Licença para matar

Licença para matar
Jorge Zaidam Viana de Oliveira é Oficial Veterano do Exército Brasileiro




Na década de 1950, um oficial da Divisão de Inteligência da Marinha Britânica, que depois se tornou jornalista e escritor, de nome Ian Fleming, criou um personagem que trabalharia para o Serviço Secreto de Sua Majestade. Esse agente foi protagonista dos romances escritos pelo autor e mais tarde de uma conhecida série de filmes, tendo ficado famoso no mundo todo como o icônico  007 – James Bond – o double oh seven – O curioso é que os dois zeros que Bond ostentava antes do seu número, o sete, significavam que o serviço secreto britânico, conhecido pela sigla M-16, dava a ele e a todos os demais agentes detentores de dois zeros antes dos seus números a licença para matar. 

No dia 28 de outubro passado, aconteceu uma megaoperação policial, levada a efeito pelas forças de segurança do Estado do Rio de Janeiro, contra o Comando Vermelho (CV). A ação foi com o propósito de cumprir mandados de prisão, portanto uma operação legal, nas comunidades dos complexos do Alemão e da Penha. Teve como resultado 113 presos e a morte de 121 pessoas, incluindo quatro policiais. Foram apreendidos 91 fuzis, entre outras armas e veículos. A tática adotada foi o conhecido “martelo e bigorna”, copiada do Exército, que é quando parte das forças legais, em movimento, o martelo, atacam em uma frente e a outra parte, estática, a bigorna, aguarda a fuga de quem recusa a se entregar. Há uma chance de o criminoso sair vivo nesse tipo de confronto, é quando se entrega sem reação ao ter contato com as forças. Quando foge, indo de encontro com as forças de bloqueio que o esperam, a rendição se torna mais difícil. Nessas duas situações, resistir é suicídio. Foi a opção dos mais de cem envolvidos na ação, que decidiram enfrentar a polícia com armas mais letais que as dos próprios policiais.
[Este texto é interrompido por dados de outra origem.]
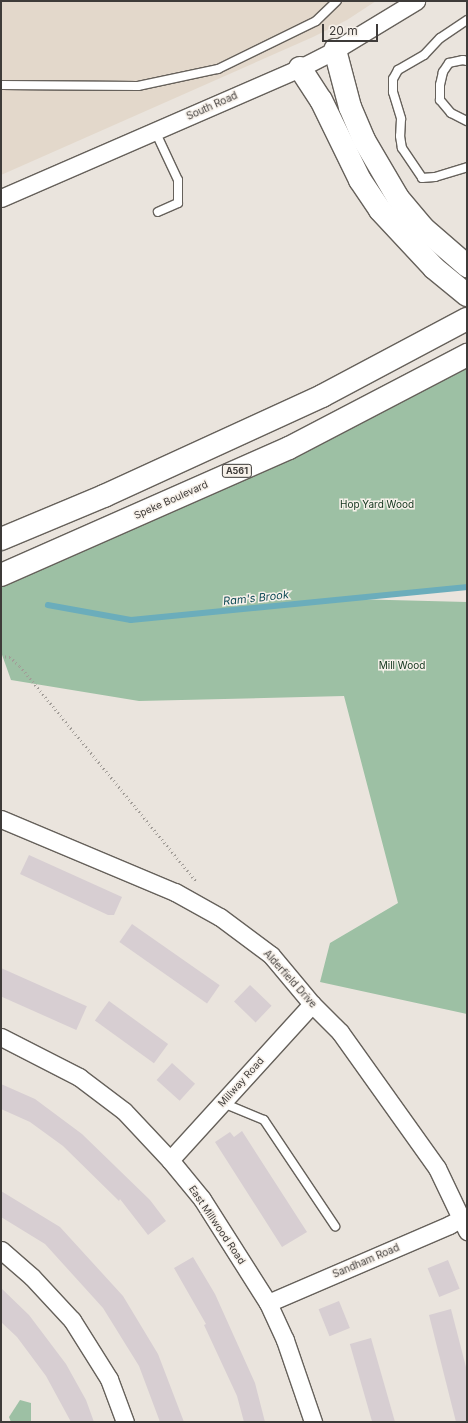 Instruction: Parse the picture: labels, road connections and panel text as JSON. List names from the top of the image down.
{
  "streets": {
    "highway": ["A561", "Speke Boulevard"],
    "street": [
      "South Road",
      "Alderfield Drive",
      "Millway Road",
      "East Millwood Road",
      "Sandham Road"
    ]
  },
  "crossings": [
    ["Alderfield Drive", "Millway Road"],
    ["Alderfield Drive", "Sandham Road"],
    ["Millway Road", "East Millwood Road"],
    ["East Millwood Road", "Sandham Road"]
  ],
  "water": ["Ram's Brook"],
  "parks": ["Hop Yard Wood", "Mill Wood"],
  "scale_bar": "20 m"
} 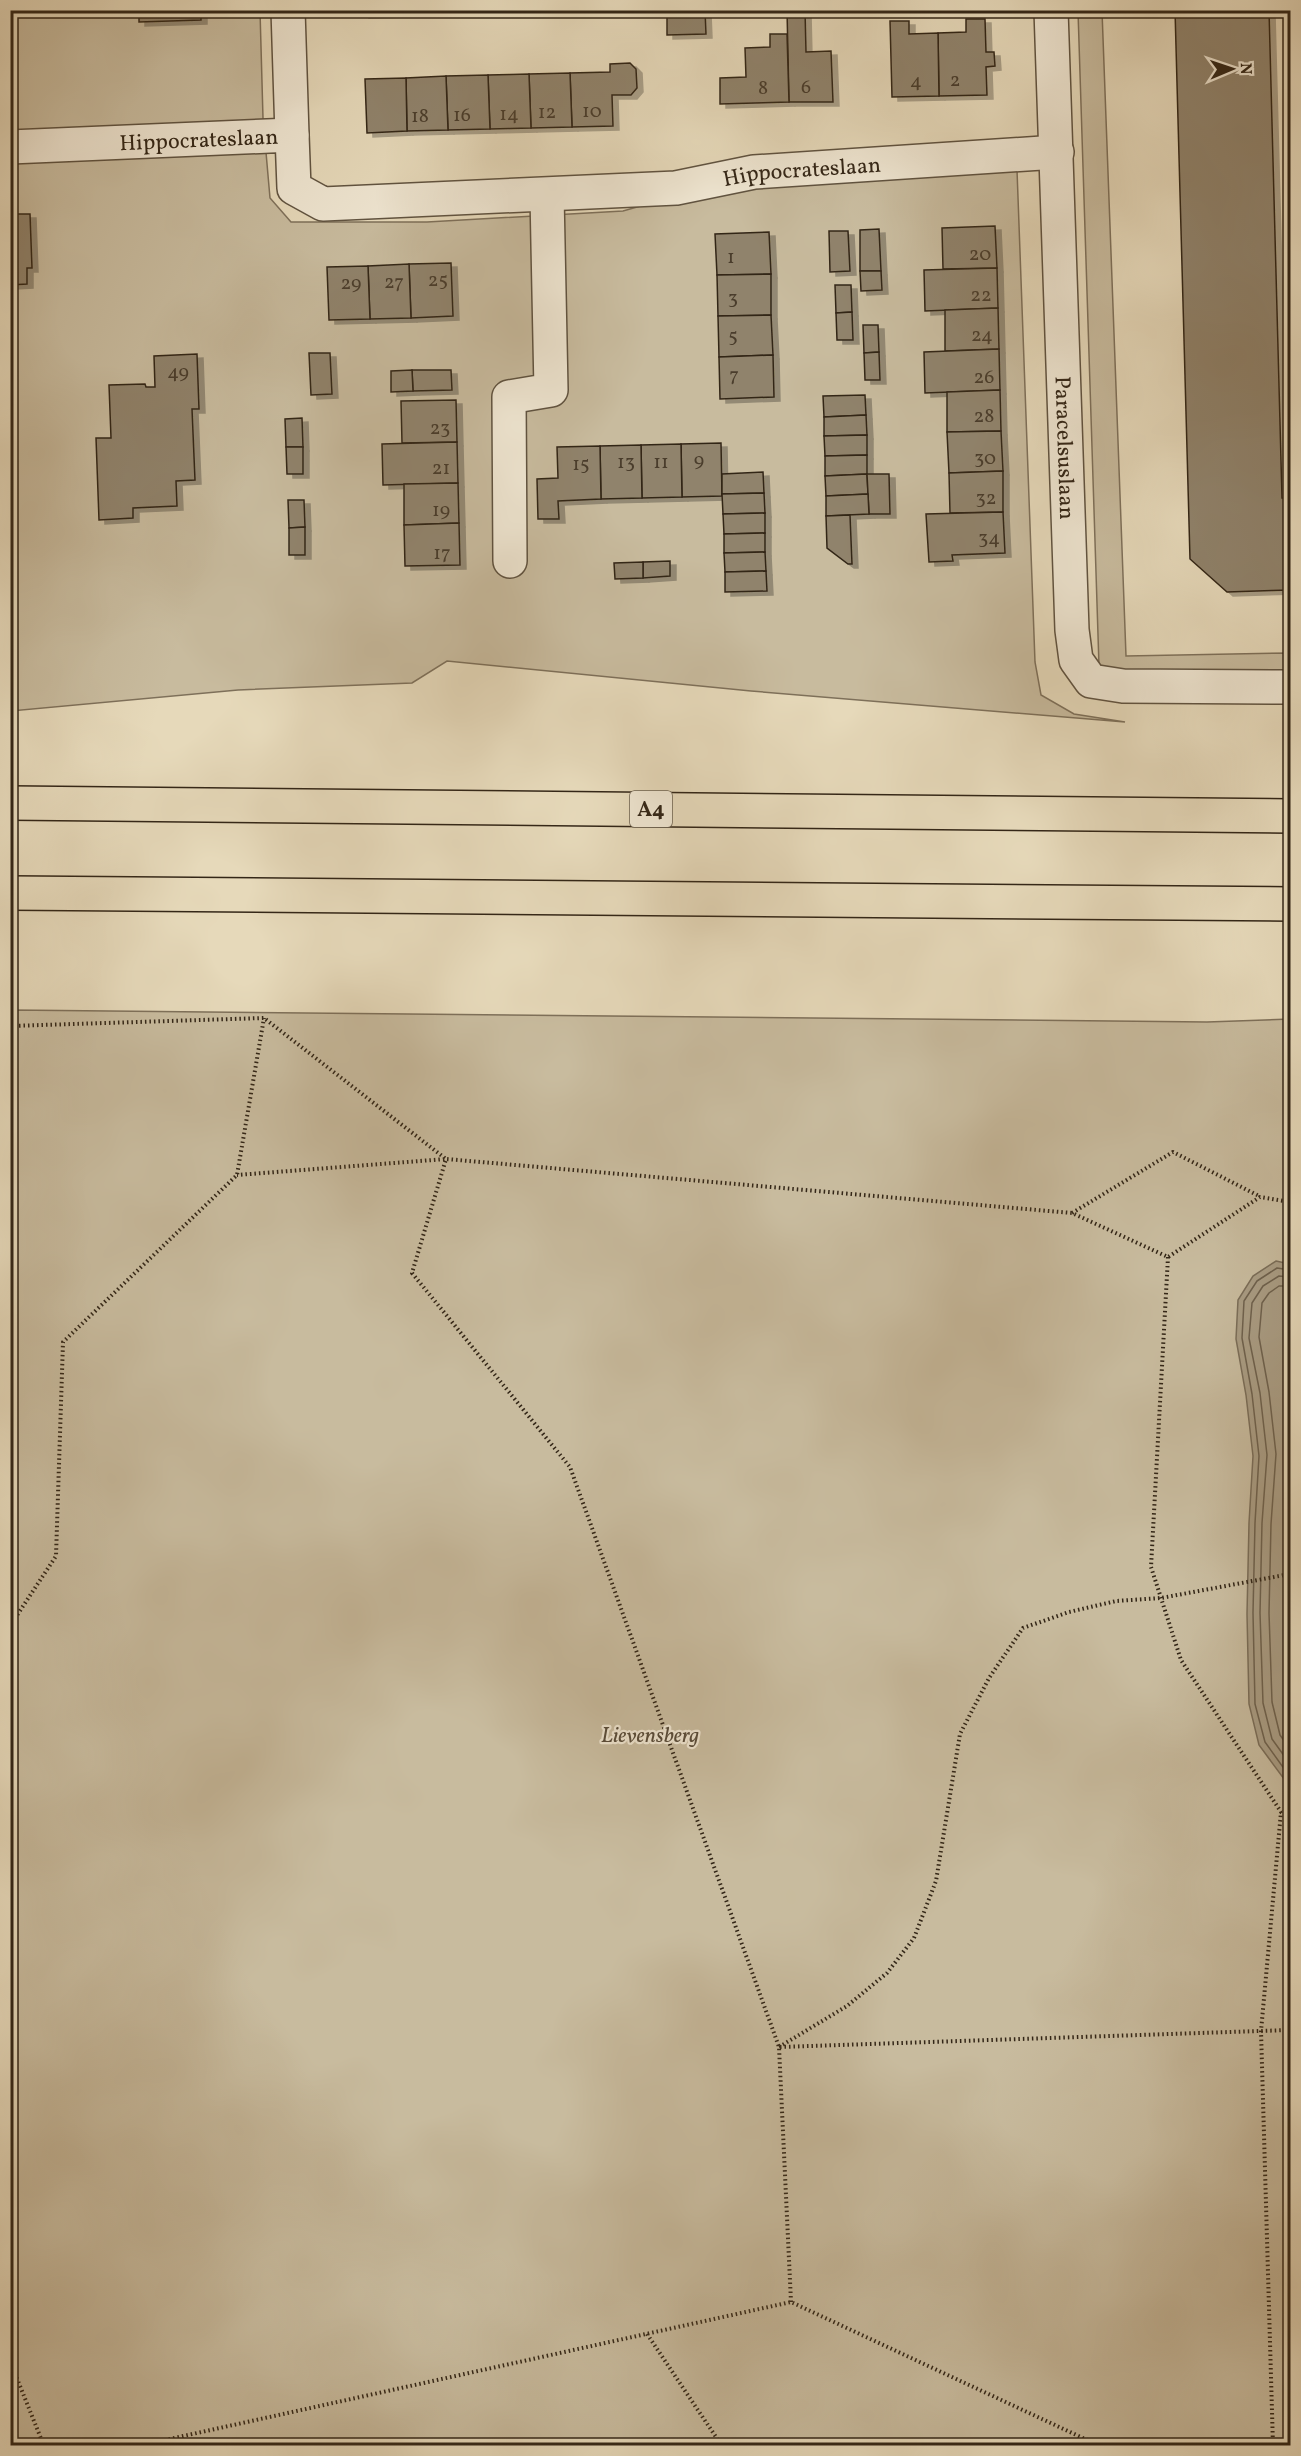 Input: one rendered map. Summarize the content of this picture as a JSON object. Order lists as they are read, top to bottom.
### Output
{
  "streets": {
    "highway": ["A4"],
    "street": ["Hippocrateslaan", "Paracelsuslaan"]
  },
  "crossings": [
    ["Hippocrateslaan", "Paracelsuslaan"]
  ],
  "parks": ["Lievensberg"],
  "house_numbers": [
    "2",
    "4",
    "6",
    "8",
    "10",
    "12",
    "14",
    "16",
    "18",
    "20",
    "1",
    "25",
    "27",
    "29",
    "22",
    "3",
    "24",
    "5",
    "49",
    "7",
    "26",
    "28",
    "23",
    "30",
    "9",
    "13",
    "11",
    "15",
    "21",
    "32",
    "19",
    "34",
    "17"
  ],
  "north": "right"
} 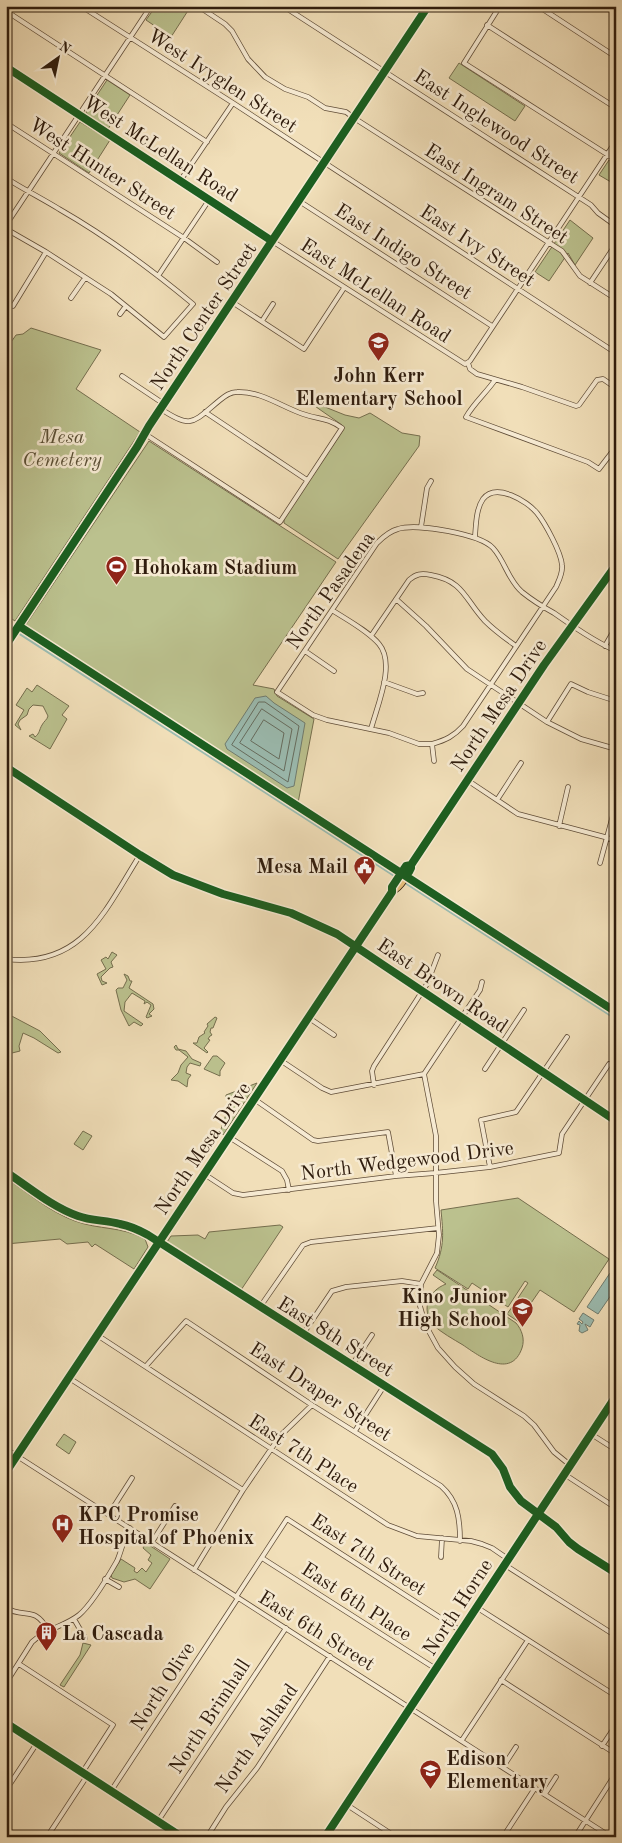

Perderam porque eram em menor número. 

É lamentável quando há mortes em vez de prisões, mais lamentável ainda é quando entre os mortos estão agentes da lei. Quem se entregou foi preso e será julgado, quem reagiu pagou com a vida.

A grande mídia estampou nos dias que se seguiram ao evento manchetes destacando a letalidade da operação, e segundo a opinião de “especialistas em segurança”, as falhas da polícia e a má elaboração do planejamento, entre outras críticas infundadas. Nenhum veículo de informação divulgou com a mesma veemência que o Estado havia perdido o controle das áreas onde houve a conflagração, principalmente após a ADPF 635, que na prática proibiu operações policiais nessas comunidades. O crime organizado aplaudiu essa decisão gestada na nossa Suprema Corte. Membros de facções criminosas de outros estados da federação se refugiaram nessas áreas na certeza de que não seriam incomodados. Os chefões do narcotráfico diziam: Aqui polícia não entra! E não entrava mesmo. Por isso foi preciso mostrar de forma dura, que quem tem poder nessas áreas é o Estado e não as facções criminosas. O preço dessa ação, infelizmente foram as vidas perdidas. 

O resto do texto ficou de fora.